[Given entries — start]

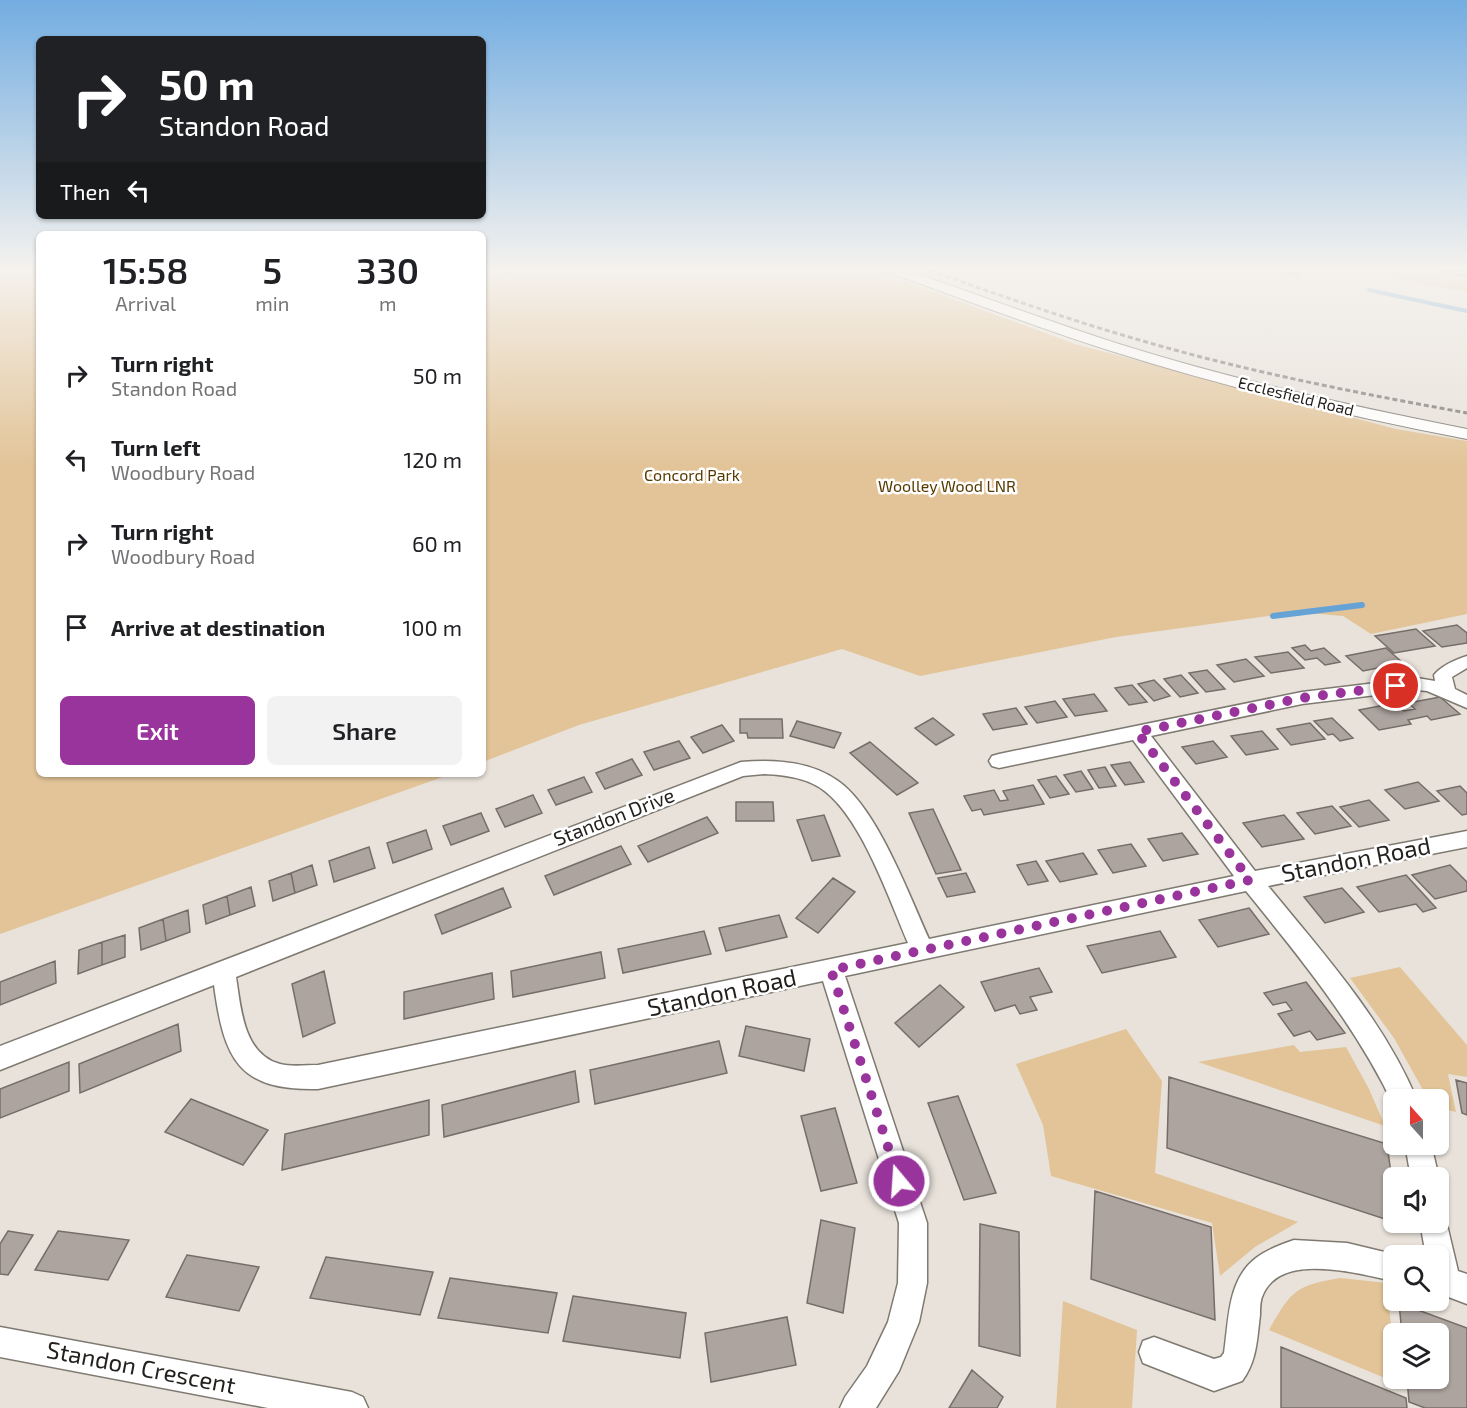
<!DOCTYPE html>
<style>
:root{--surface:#fff;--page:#f2f2f2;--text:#202124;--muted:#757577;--accent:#98349b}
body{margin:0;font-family:"Exo 2",sans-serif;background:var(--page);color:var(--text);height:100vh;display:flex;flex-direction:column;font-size:22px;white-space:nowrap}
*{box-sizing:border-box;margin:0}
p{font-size:20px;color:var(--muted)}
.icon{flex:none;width:33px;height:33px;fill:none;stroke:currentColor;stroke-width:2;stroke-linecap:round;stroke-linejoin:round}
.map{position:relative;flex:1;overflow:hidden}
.panel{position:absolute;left:36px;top:231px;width:450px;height:546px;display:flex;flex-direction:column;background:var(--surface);border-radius:9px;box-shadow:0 2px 4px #0004}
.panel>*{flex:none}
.banner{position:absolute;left:36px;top:36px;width:450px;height:183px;border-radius:9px;box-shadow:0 2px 4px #0004;background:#202124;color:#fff;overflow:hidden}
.needle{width:39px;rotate:339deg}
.controls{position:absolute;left:1383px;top:1089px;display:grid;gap:12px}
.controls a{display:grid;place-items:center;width:66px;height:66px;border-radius:9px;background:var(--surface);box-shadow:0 2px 4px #0004;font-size:30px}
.pin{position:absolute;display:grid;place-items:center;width:51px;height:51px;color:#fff;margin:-26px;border:3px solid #fff;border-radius:50%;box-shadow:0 2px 6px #0007}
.me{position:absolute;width:66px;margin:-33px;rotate:342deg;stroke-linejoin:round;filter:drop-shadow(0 0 4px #0008)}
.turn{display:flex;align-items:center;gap:21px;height:126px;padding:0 24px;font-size:27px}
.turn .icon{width:78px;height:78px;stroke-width:2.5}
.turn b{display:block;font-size:42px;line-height:51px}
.then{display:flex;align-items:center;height:57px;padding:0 24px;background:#0003;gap:12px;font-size:22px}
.eta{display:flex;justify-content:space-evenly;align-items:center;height:102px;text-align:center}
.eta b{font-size:36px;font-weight:600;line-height:42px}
.button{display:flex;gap:12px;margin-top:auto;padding:12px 24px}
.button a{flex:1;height:69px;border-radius:9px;background:var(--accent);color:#fff;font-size:24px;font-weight:600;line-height:69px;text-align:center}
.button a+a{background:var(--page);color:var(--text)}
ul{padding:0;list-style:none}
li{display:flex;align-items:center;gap:18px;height:84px;padding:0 24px}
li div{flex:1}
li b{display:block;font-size:22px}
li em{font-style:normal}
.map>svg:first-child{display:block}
</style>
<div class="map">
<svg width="1467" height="1408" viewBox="0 0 1467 1408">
<rect width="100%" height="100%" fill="#e8e2da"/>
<path fill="#e2c498" d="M0,268H39V774H451L0,934Z
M483,268H869L1075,344L1396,429L1467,441V614L1371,634L1343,616L1297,612L1116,637L920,676L842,649L579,725L483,762Z
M1312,268H1395L1467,280V292L1328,268L1327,270Z
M1400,967L1467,1045V1077L1448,1074L1456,1112L1439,1108L1438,1100L1428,1099L1394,1038L1350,978Z
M1126,1029L1162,1081L1155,1173L1298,1222L1255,1247L1220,1276L1212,1223L1051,1176L1043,1125L1016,1064Z
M1294,1045L1300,1052L1346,1047L1369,1089L1385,1126L1198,1062Z
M1340,1278L1387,1283L1393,1347L1394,1378L1397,1379V1383L1269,1330C1292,1290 1295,1286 1340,1278Z
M1063,1301L1137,1330L1132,1408H1056Z"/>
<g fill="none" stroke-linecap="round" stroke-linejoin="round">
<path stroke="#65a2d6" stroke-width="4" d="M1264,268L1297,275
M1369,290L1467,311"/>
<path stroke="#65a2d6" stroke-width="6" d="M1273,616L1362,605"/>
</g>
<path fill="#ada49f" stroke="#766d69" stroke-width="1.5" d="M1445,268H1467V277L1442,272Z
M1457,625L1467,633V643L1442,647L1423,631Z
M1416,629L1435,646L1394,653L1375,636Z
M1305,645L1311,651L1324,648L1340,662L1325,665L1317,658L1305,660L1292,648Z
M1386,648L1403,663L1363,671L1346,656Z
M1288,652L1304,668L1271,673L1255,657Z
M1246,659L1264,676L1234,682L1217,665Z
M1207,670L1225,689L1206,692L1189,673Z
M1181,675L1198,693L1180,697L1164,679Z
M1154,680L1170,696L1154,701L1138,684Z
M1132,685L1147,702L1129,705L1115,688Z
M1094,694L1107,711L1075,716L1063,699Z
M1440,697L1460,714L1431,720L1427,716L1408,720L1411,724L1379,730L1359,710L1395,703L1404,711L1415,709L1408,703Z
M1055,701L1067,717L1037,723L1025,707Z
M1016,708L1027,724L993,730L983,714Z
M933,718L954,735L936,745L915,728Z
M1332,718L1353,738L1340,741L1333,734L1328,735L1314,721Z
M740,719H782L783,738H748L747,733H740Z
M797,721L841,733L834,748L790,736Z
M1310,723L1325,739L1291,745L1277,729Z
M722,725L734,741L703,753L691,737Z
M1262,731L1278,749L1246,755L1231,736Z
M679,741L690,758L654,770L644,752Z
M1213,741L1227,757L1196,764L1182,747Z
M870,742L918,783L897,795L850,753Z
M632,759L642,775L605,789L596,773Z
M1130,762L1144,782L1125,785L1111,765Z
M1105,767L1116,786L1099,788L1088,770Z
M1081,771L1093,789L1076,792L1064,775Z
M1056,776L1069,794L1050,798L1038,780Z
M584,777L592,792L556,805L548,790Z
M1418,782L1439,801L1405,809L1385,790Z
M1033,785L1044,804L984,815L981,809L972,811L964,796L994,790L1000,801L1008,800L1003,791Z
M1460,786L1467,793V814L1462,815L1437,791Z
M533,795L542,813L505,827L496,809Z
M1369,800L1389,820L1359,827L1340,807Z
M736,802H773L774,821H736Z
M1332,806L1351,826L1315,834L1297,813Z
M933,809L961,870L936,874L909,813Z
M481,813L489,831L451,845L443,826Z
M824,815L840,856L812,861L797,820Z
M1284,815L1304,839L1262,847L1243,823Z
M707,817L718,833L648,862L638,846Z
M426,830L432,849L393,863L387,843Z
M1182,833L1198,854L1163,861L1148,839Z
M1131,844L1146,866L1113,873L1098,850Z
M621,846L631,864L554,895L545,876Z
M369,847L375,868L334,882L329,861Z
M1083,853L1097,874L1060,882L1046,861Z
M1036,861L1048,881L1028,885L1017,865Z
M312,865L317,885L295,893L291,873Z
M1450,865L1467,882V891L1435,899L1412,875Z
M291,873L295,893L273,901L269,881Z
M966,873L975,892L947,897L938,878Z
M1406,875L1436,908L1423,912L1416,904L1379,912L1357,887Z
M833,878L855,892L818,933L796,918Z
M251,887L255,906L230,915L227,896Z
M503,888L511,907L442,934L435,915Z
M1342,888L1364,912L1325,923L1304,897Z
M227,896L230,915L206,924L203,905Z
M1249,908L1269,934L1218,947L1199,920Z
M188,910L190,932L166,941L163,919Z
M779,915L787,937L726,951L719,928Z
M163,919L166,941L141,950L139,928Z
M704,931L711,954L623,973L618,949Z
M1160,931L1176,957L1102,973L1087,946Z
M125,935V957L102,965V942Z
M102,942V965L78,974L79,950Z
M601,952L605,978L513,997L511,971Z
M55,961L56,983L0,1005V982Z
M1039,968L1052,992L1030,997L1037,1010L1020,1014L1015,1005L995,1011L981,982Z
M324,971L335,1023L303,1037L292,984Z
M492,973L494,999L404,1019V992Z
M1306,982L1345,1033L1317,1040L1310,1031L1294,1036L1278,1014L1292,1010L1286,1002L1273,1005L1264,993Z
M940,985L964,1007L919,1047L895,1023Z
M178,1024L181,1051L80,1093L79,1064Z
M746,1026L810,1039L804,1071L739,1056Z
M719,1041L727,1073L595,1104L590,1070Z
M69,1062V1091L0,1118V1089Z
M575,1071L579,1102L444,1137L442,1105Z
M1169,1077L1387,1144L1394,1195V1222L1167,1148Z
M1456,1080L1467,1083V1115L1462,1113Z
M958,1096L996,1193L964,1200L928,1103Z
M191,1099L268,1130L243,1165L165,1132Z
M429,1100V1135L282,1170L285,1134Z
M835,1108L857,1183L821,1191L801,1116Z
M1095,1191L1211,1227L1215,1320L1091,1279Z
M821,1220L855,1228L843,1313L807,1303Z
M980,1224L1019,1232L1020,1356L979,1346Z
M8,1231L33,1235L8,1275L0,1274V1244Z
M58,1231L129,1240L108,1280L35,1270Z
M187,1255L259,1267L239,1311L166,1297Z
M326,1257L433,1272L420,1315L310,1298Z
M450,1278L557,1293L548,1333L438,1318Z
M573,1296L686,1313L680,1358L563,1341Z
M1399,1303L1467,1328V1408H1425L1409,1402L1407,1378H1438V1334H1402Z
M787,1317L796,1365L711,1382L705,1333Z
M1281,1347L1406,1398L1407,1408H1281Z
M972,1370L1003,1397L997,1408H949Z"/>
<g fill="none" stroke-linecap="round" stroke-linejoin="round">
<g stroke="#7e7971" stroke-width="3">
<path id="street" d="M1467,656V668L1452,677L1455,689L1467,695V708L1427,691L1417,690L1302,704L1151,736L1255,871L1467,831V847L1268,886C1323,953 1383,1019 1417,1100H1394V1106C1356,1026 1301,959 1246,891L845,976L927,1223V1283L919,1322L899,1371L876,1408H840L845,1397L867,1366L888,1322L898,1283L899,1223L823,981L318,1089C238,1091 224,1059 214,985L0,1070V1046L741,762C774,759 810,761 838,781C877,808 909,895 929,939L1234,876L1133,740L999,768L992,766L989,761L992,756L999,754L1302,692L1417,678L1435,681L1434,675C1442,665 1455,660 1467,656ZM764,774C786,775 809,778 826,792C863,822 889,899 908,943L318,1065C306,1065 292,1067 280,1064C243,1054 241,1008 236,977L743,776Z
M1405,1144H1431L1439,1178L1438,1179L1411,1178Z
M1438,1210L1444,1212L1458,1271L1467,1274V1304L1438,1293V1256H1426L1420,1222H1438Z
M1294,1240L1347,1243L1401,1256H1394V1281C1358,1274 1279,1250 1262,1297C1260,1302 1260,1310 1260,1315C1257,1339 1257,1361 1242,1381L1214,1391L1143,1363L1139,1352L1143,1341L1154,1337L1214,1359L1221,1357L1224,1353C1229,1321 1227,1280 1256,1258C1266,1250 1282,1244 1294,1240Z
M0,1327L352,1392L363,1397L368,1408H268L0,1357Z"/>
</g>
<g stroke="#7e7971" stroke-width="2">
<path id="secondary" d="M882,268H900C973,293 1045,320 1119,344C1233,380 1350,406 1467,429V439C1347,416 1228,388 1111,351C1034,327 960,297 884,271Z"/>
</g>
<use href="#street" fill="#fff" fill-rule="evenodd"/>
<use href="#secondary" fill="#fff" fill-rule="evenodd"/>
<path stroke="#7f7a76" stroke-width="3" stroke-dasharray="5 3" stroke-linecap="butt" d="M923,268C996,294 1069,320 1143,341C1249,372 1358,393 1467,413"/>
</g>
<linearGradient id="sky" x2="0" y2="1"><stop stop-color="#73ade1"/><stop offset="0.58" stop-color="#f5f2ee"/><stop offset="1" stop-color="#f5f2ee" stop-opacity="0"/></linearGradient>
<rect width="1467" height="465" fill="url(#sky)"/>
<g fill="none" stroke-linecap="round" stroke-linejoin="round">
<path stroke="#98349b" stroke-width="10" stroke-dasharray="0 18" d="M899,1181L831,970L1250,880L1137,732L1302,698L1396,686"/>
</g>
<g text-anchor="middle" stroke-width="5" stroke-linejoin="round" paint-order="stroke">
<g font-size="16" fill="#221f1d" stroke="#fff">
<text transform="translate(1296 396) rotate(14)" y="6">Ecclesfield Road</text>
</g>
<g font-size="16" fill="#573a00" stroke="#fff">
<text x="692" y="481">Concord Park</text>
<text x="947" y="492">Woolley Wood LNR</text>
</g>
<g font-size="20" fill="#221f1d" stroke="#fff">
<text transform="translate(614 817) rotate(-21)" y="7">Standon Drive</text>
</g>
<g font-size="24" fill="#221f1d" stroke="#fff">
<text transform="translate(1356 860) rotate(-11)" y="8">Standon Road</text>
<text transform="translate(722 993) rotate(-12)" y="8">Standon Road</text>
<text transform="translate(141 1368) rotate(11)" y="8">Standon Crescent</text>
</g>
</g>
</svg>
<div class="controls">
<a><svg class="needle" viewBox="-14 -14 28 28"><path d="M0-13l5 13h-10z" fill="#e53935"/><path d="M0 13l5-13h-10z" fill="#757577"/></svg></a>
<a><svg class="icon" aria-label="sound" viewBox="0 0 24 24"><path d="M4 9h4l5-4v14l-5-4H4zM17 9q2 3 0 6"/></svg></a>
<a><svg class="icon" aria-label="search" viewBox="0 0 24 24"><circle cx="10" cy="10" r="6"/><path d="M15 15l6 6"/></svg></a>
<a><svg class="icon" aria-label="layers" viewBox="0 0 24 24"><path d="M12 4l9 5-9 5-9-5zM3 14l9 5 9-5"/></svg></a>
</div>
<div class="pin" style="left:1396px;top:686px;background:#d93025"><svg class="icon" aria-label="arrive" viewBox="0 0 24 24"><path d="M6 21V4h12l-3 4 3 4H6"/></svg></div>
<svg class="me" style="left:899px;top:1181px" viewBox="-20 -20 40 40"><circle r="17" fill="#98349b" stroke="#fff" stroke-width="3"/><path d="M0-11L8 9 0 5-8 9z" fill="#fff"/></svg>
<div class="banner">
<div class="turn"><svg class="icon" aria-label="right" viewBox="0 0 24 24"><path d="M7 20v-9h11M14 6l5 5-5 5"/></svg><div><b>50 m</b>Standon Road</div></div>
<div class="then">Then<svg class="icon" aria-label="left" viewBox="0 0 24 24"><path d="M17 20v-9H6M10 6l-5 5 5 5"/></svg></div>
</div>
<section class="panel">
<div class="eta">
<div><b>15:58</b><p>Arrival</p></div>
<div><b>5</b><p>min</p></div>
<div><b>330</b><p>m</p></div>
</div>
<ul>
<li><svg class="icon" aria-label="right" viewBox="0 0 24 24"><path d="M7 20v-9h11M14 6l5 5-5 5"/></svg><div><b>Turn right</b><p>Standon Road</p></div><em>50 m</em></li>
<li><svg class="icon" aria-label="left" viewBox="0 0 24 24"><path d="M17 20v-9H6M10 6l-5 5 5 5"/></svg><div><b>Turn left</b><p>Woodbury Road</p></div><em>120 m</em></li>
<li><svg class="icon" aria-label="right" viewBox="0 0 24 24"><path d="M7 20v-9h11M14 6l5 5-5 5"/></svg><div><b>Turn right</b><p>Woodbury Road</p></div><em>60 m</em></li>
<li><svg class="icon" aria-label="arrive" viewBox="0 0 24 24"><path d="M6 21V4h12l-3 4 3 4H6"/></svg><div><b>Arrive at destination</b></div><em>100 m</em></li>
</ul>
<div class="button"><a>Exit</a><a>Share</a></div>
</section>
</div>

[Given entries — finish]

[Exercise prompt]
Copy each line, exactly, that falls between the line containing "right</b><p>Standon Road</p></div><em>50 m</em></li>" and the end of the entries, both included.

[Answer to this problem]
<li><svg class="icon" aria-label="right" viewBox="0 0 24 24"><path d="M7 20v-9h11M14 6l5 5-5 5"/></svg><div><b>Turn right</b><p>Standon Road</p></div><em>50 m</em></li>
<li><svg class="icon" aria-label="left" viewBox="0 0 24 24"><path d="M17 20v-9H6M10 6l-5 5 5 5"/></svg><div><b>Turn left</b><p>Woodbury Road</p></div><em>120 m</em></li>
<li><svg class="icon" aria-label="right" viewBox="0 0 24 24"><path d="M7 20v-9h11M14 6l5 5-5 5"/></svg><div><b>Turn right</b><p>Woodbury Road</p></div><em>60 m</em></li>
<li><svg class="icon" aria-label="arrive" viewBox="0 0 24 24"><path d="M6 21V4h12l-3 4 3 4H6"/></svg><div><b>Arrive at destination</b></div><em>100 m</em></li>
</ul>
<div class="button"><a>Exit</a><a>Share</a></div>
</section>
</div>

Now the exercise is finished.